Work instruction => Begin with the line holding "Read the screenshot", then print every line after it through the end of the data, exactly and with nothing added.

[Dataset entries]

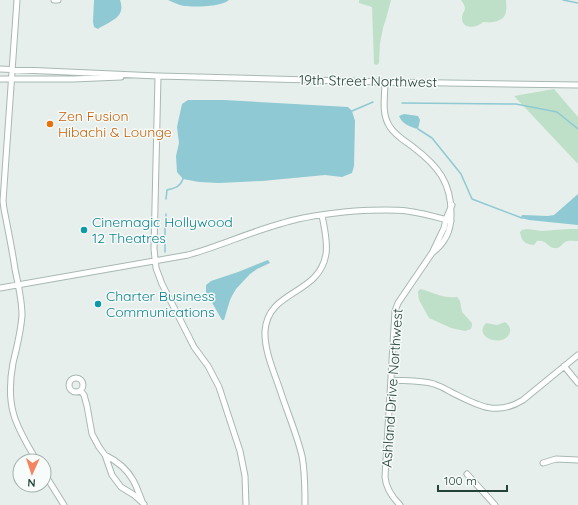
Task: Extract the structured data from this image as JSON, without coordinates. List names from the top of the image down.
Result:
{
  "streets": {
    "street": ["19th Street Northwest", "Ashland Drive Northwest"]
  },
  "crossings": [
    ["19th Street Northwest", "Ashland Drive Northwest"]
  ],
  "places": ["Zen Fusion Hibachi & Lounge", "Cinemagic Hollywood 12 Theatres", "Charter Business Communications"],
  "scale_bar": "100 m",
  "north": "bottom"
}
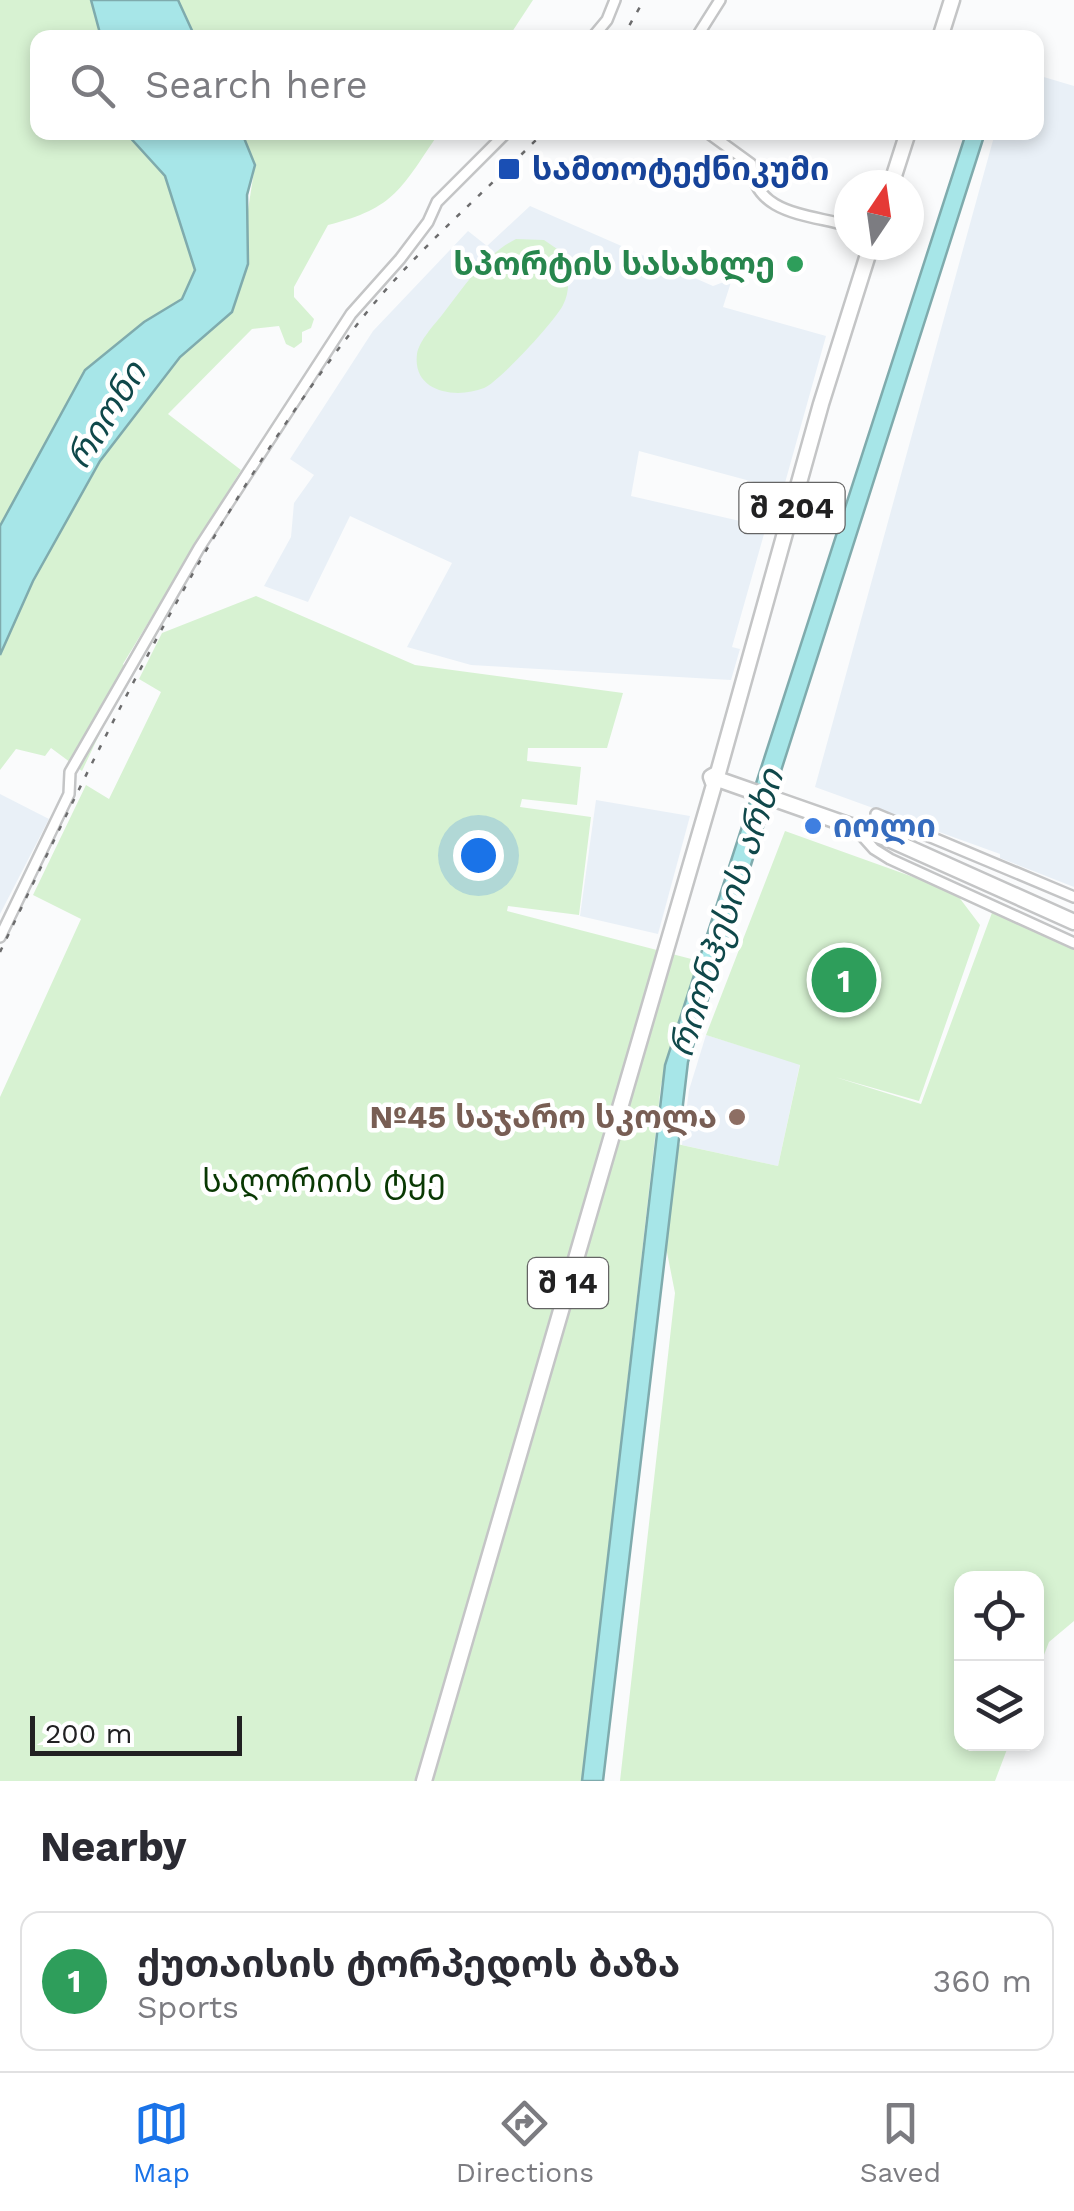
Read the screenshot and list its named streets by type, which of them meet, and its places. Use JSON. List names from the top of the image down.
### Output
{
  "streets": {
    "main road": ["შ 204", "შ 14"]
  },
  "crossings": [
    ["შ 204", "შ 14"]
  ],
  "water": ["რიონი", "რიონჰესის არხი"],
  "parks": ["საღორიის ტყე"],
  "places": {
    "transit": ["სამთოტექნიკუმი"],
    "other": ["სპორტის სასახლე", "იოლი", "№45 საჯარო სკოლა"]
  },
  "scale_bar": "200 m",
  "north": "top",
  "page": {
    "search": "Search here",
    "pins": "1",
    "scale": "200 m",
    "heading": "Nearby",
    "list": [
      {
        "mark": "1",
        "name": "ქუთაისის ტორპედოს ბაზა",
        "note": "Sports",
        "value": "360 m"
      }
    ],
    "nav": ["Map", "Directions", "Saved"]
  }
}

The answer =>
Read the screenshot and list its named streets by type, which of them meet, and its places. Use JSON. List names from the top of the image down.
### Output
{
  "streets": {
    "main road": ["შ 204", "შ 14"]
  },
  "crossings": [
    ["შ 204", "შ 14"]
  ],
  "water": ["რიონი", "რიონჰესის არხი"],
  "parks": ["საღორიის ტყე"],
  "places": {
    "transit": ["სამთოტექნიკუმი"],
    "other": ["სპორტის სასახლე", "იოლი", "№45 საჯარო სკოლა"]
  },
  "scale_bar": "200 m",
  "north": "top",
  "page": {
    "search": "Search here",
    "pins": "1",
    "scale": "200 m",
    "heading": "Nearby",
    "list": [
      {
        "mark": "1",
        "name": "ქუთაისის ტორპედოს ბაზა",
        "note": "Sports",
        "value": "360 m"
      }
    ],
    "nav": ["Map", "Directions", "Saved"]
  }
}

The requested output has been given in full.